Keats’s emergence as a great poet naturally involves his struggle with being a modern poet. More important, however, are his very deliberate aims to represent and embrace larger, transhistorical topics that address the ages—joy and sorrow, death and immortality, nature and art, certainty and mystery, truth and beauty, dream and reality, imagination and consciousness, thought and feeling, sensation and knowledge. This can be said in a slightly different way: While Keats is of course tied to history (who isn’t?), and he can be subject to what might be called hyper-contextualization (again, who can’t?), it is clear that Keats’s progress is determined by his hope to write poetry that not only transcends history but functions to deny history’s hold over the quality and direction of his work—and the subjects on which he works. Keats’s desire, then, is for independence, controlled intensity, and poetic endurance—not for passing relevance and transient, occasional topics. He does not want to be pegged as a merely suburban poet with suburban tastes, though in much of his early poetry he in fact is such a poet. Keats will also evolve forms—in particular, a shorter odal form that complicates the idea of praise and address—that do not compromise his tone and expression. Discovering this form (and its slight variations) through study and an acute poetic sense, as well as by a critical parsing of established sonnet forms, is absolutely key for his progress. Keats comes to be aware that, for him, a lyric voice has more lasting qualities that allow him to represent his own, more natural voice—a voice that does not ventriloquize others, or that is designed for temporary entertainment or short-lived interests.
So yes, we can of course squarely place Keats in history, within a literary movement, and within a certain Regency London milieu. But Keats’s letters and greatest poetry make it utterly clear that the drive behind and the meaning in his poetry is to challenge the single-mindedness and limited certainty of historicization. Great art has no time. What is it in art, in the truth of beauty, that teases us out of our own moment and into all moments? What is it that connects us to nature and to human nature? What are the desires and qualities of human nature? What does the imagination allow us to see, feel, and express—is it a genuine form of knowing? Look upon a silent urn, listen to the song of a fading nightingale, perfect the experience and representation of a stilled yet moving season . . . . The principle of beauty and complex capabilities of the imagination move Keats forward—not the sentimentalized leisures of composition or the need to give direct, restrictive expression of his own time and place. Again, Keats conceptualizes his idea of great art as engaging with and existing within larger worlds than his own brief moment— in worlds of human pain and artistic beauty, worlds of a larger, unknowable intelligence, within which the mind attempts to grasp experience. (Keats perhaps best grapples with expressing this in his journal letter of 21 April 1819 to the George Keatses, just, in fact, as he composes his greatest work.)
We might think back to the moment, in early March 1817, when Keats first looks upon
the Elgin
Marbles.
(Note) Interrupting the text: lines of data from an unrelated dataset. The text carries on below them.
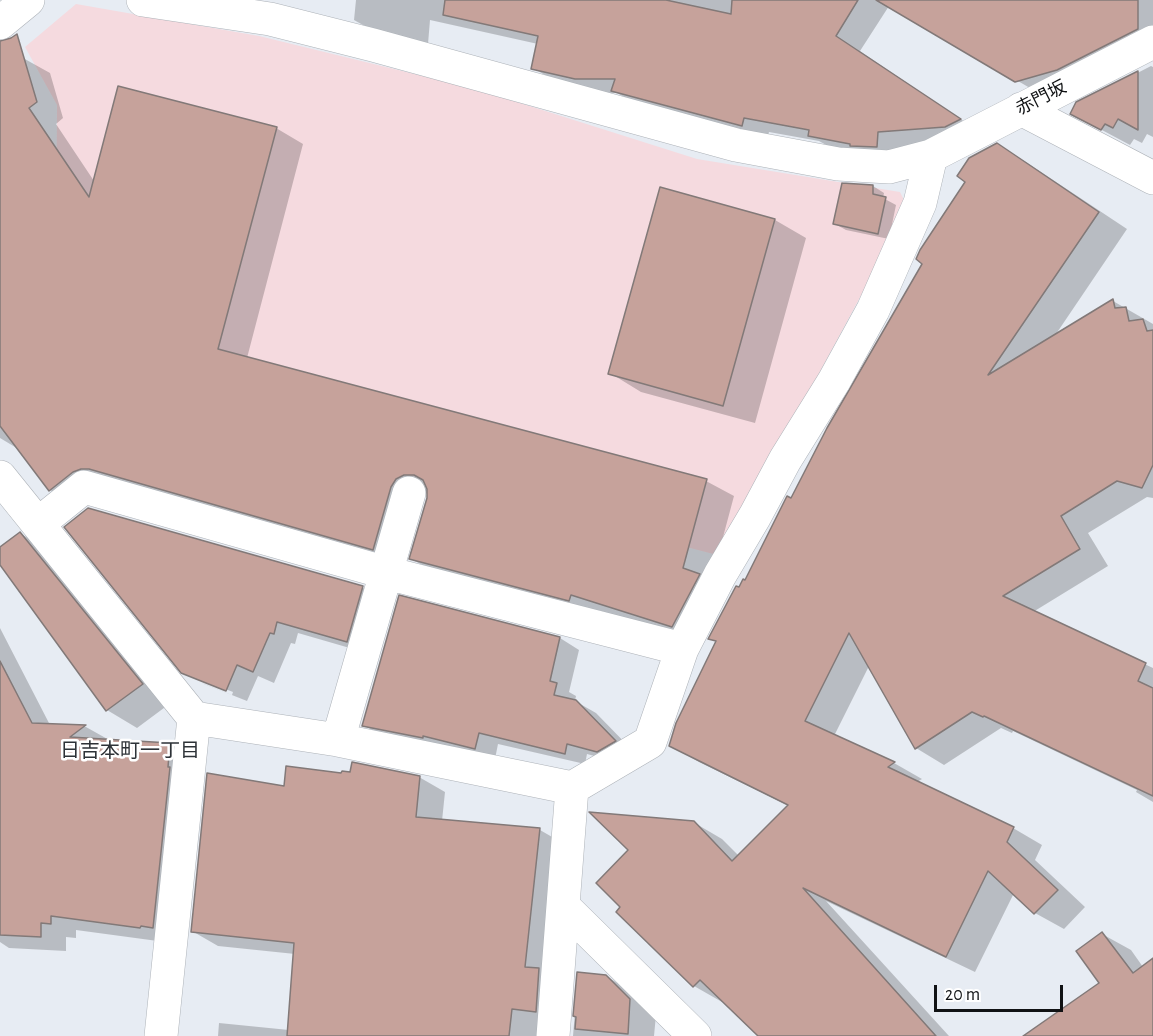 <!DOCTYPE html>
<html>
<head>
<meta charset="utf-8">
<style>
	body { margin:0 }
	#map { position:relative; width:1153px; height:1036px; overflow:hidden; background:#e7ecf3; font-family:"Alegreya Sans",sans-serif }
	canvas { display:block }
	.scale { position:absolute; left:934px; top:985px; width:129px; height:27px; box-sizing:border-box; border:3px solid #101214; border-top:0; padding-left:8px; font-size:18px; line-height:21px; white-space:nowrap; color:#101214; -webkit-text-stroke:4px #fff; paint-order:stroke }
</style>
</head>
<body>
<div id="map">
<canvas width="1153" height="1036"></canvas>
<div class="scale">20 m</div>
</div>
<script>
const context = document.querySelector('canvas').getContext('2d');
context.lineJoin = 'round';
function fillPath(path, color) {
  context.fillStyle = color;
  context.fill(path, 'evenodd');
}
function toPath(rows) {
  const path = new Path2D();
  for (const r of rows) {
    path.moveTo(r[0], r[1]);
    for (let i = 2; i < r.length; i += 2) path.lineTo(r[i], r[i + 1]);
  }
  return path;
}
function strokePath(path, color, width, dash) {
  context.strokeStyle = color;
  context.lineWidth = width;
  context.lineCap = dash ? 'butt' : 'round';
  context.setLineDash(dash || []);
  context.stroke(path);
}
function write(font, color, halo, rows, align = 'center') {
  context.font = font + ' "Alegreya Sans","Noto Sans JP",sans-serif';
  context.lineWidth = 5;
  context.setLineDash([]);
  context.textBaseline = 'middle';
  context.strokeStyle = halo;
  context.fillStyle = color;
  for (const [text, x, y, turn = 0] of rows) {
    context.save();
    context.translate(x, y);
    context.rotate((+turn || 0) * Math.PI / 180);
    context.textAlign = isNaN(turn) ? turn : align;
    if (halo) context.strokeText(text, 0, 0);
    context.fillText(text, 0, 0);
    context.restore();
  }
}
const education = toPath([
	[76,4,259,36,476,89,697,159,900,192,908,208,721,556,55,383,57,105,25,47]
]);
const shadow = toPath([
	[356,0,1153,0,1153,48,1042,95,889,6,860,51,984,135,971,141,903,146,902,161,835,150,819,141,769,132,767,139,638,105,617,93,601,93,558,83,533,68,538,44,430,20,428,44,379,34,354,20],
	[23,58,50,73,63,118,56,124,94,181,276,128,303,144,247,358,706,481,734,496,711,582,700,642,598,610,597,615,439,574,411,559,429,492,424,495,401,564,109,484,78,506,50,490,20,450,0,438,0,75],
	[1151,66,1153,67,1153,137,1147,134,1142,143,1134,139,1130,145,1100,129,1077,104],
	[997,145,1026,162,1127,229,1054,337,1113,301,1153,324,1153,498,1147,497,1088,533,1108,566,1033,612,1153,668,1153,802,1136,792,1137,790,1013,731,1012,733,1001,728,944,765,916,748,869,666,834,736,894,763,922,779,917,782,1013,828,1042,845,1035,860,1085,907,1064,929,1035,913,1014,893,975,972,826,901,949,1036,760,1036,724,1001,722,1002,694,986,622,907,693,822,722,839,739,856,789,806,699,762,670,745,717,642,710,638,739,589,746,582],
	[843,185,873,186,884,193,883,198,896,205,889,239,846,230,835,224],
	[775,220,806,238,755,423,641,392,610,373],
	[66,527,362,587,383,599,367,653,298,633,295,644,291,643,274,683,258,676,247,701,204,684,202,683,232,695,233,692,197,678,197,680,182,671],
	[21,534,51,551,172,702,137,728,107,710,0,563,0,548],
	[400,597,560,638,579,650,569,692,576,696,575,701,596,713,634,752,617,762,587,754,585,764,498,744,495,759,383,736,363,725],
	[0,628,50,725,86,727,111,741,169,744,195,759,165,942,76,930,76,938,66,937,66,951,9,948,0,942],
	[343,774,419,777,445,792,442,821,540,830,566,845,561,1036,218,1036,219,1023,289,1030,295,954,218,946,192,931,285,788],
	[1102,934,1131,950,1143,967,1153,963,1153,1036,1025,1036,1102,983],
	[578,974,606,976,632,992,656,1015,654,1036,573,1036]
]);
const building = toPath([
	[445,0,666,0,731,14,732,0,858,0,836,36,961,119,945,127,878,132,877,147,850,146,850,144,808,136,809,130,744,118,742,126,611,91,615,79,575,79,531,69,538,36,443,15,445,0],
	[876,0,1138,0,1138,29,1057,70,1015,82,876,0],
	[17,34,37,102,29,108,89,197,118,86,277,127,218,349,707,479,683,568,700,574,672,627,571,595,569,601,409,559,427,498,427,489,423,480,414,475,404,475,396,479,391,487,373,550,89,469,81,469,73,472,49,491,0,426,0,41,11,38,17,34],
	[1138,71,1138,130,1118,119,1113,128,1105,124,1101,130,1070,114,1076,102,1138,71],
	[997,143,1099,212,988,375,1113,299,1115,308,1126,307,1129,321,1143,319,1147,331,1153,330,1153,465,1142,488,1117,481,1061,516,1080,549,1003,596,1146,663,1138,681,1153,688,1153,796,984,716,983,717,972,712,915,749,849,633,805,721,895,762,888,767,1014,827,1007,842,1058,890,1034,914,988,871,946,957,803,888,936,1036,758,1036,700,980,693,987,616,912,620,907,596,883,628,850,589,812,694,821,732,861,788,805,669,746,676,723,716,641,708,639,736,586,739,587,743,579,745,580,787,496,791,498,827,428,922,264,916,259,920,250,965,182,957,176,969,158,997,143],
	[842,183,873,185,873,194,886,197,878,234,833,224,842,183],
	[660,187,775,219,723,406,608,374,660,187],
	[88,508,363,586,347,642,277,622,274,634,270,633,253,672,237,665,226,691,181,673,64,527,88,508],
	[20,532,143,684,106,711,0,565,0,547,20,532],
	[399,595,560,637,550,681,557,683,554,695,576,700,616,741,597,752,567,744,565,754,479,733,475,749,423,736,423,738,362,726,399,595],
	[0,661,32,723,86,725,70,737,170,743,168,767,170,767,153,928,141,926,140,928,51,916,51,924,41,923,41,937,0,935,0,661],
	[352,762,420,776,416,817,540,828,525,967,539,968,536,1012,512,1009,509,1036,287,1036,294,943,191,932,207,773,284,786,286,766,341,773,342,771,350,772,352,762],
	[1102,932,1133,973,1153,958,1153,1036,1023,1036,1099,983,1076,951,1102,932],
	[577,972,606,975,630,999,628,1034,575,1029,576,1017,573,1016,577,972]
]);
const minor = toPath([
	[143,0,270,19,373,45,736,145,838,164,889,167,931,156,1153,42],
	[0,23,28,0],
	[1021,109,1153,178],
	[0,477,194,718,338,740,572,788,650,742,682,649,720,575,755,516,785,460,834,381,873,310,920,203,931,156],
	[38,524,84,487,387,573,682,649],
	[338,740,409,493],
	[563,906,695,1036],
	[161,1036,194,718],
	[553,1036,572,788]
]);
const streetNames = [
	["赤門坂",1041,98,-27]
];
const neighbourhoodNames = [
	["日吉本町一丁目",130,751]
];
fillPath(education, '#f5dadf');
fillPath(shadow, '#0003');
fillPath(building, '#c6a29b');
strokePath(building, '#827978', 1.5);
strokePath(minor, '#adb2b8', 34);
strokePath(minor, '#fff', 33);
write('18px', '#101214', '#fff', streetNames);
write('20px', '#2d3237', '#fff', neighbourhoodNames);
</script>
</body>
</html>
Keats is struck by the silent yet eternal power of their beauties. Keats
knows little
about the era from which they emerge; he knows little of what exactly these figures
represent;
he knows nothing of their creator or creators, who commissioned the work, where they
originally stood, from what materials they are made. This, for Keats, matters little.
What,
then, do they possess that sees them through and beyond their own time and into all
time—and,
intriguingly, how do they work themselves into and become part of his imagination?
Those
solicited feelings of grandeur
and magnitude
weigh heavily upon our own
mortality, and the feeling is undescribable
(On Seeing the Elgin Marbles).
Keats will hope to lift his own poetry to solicit similar feelings, to that moment of sublime, to profound uncertainty and, paradoxically, truth. The story of truth beyond facts, of what lifts us beyond mortality, thus becomes part of Keats’s poetic progress.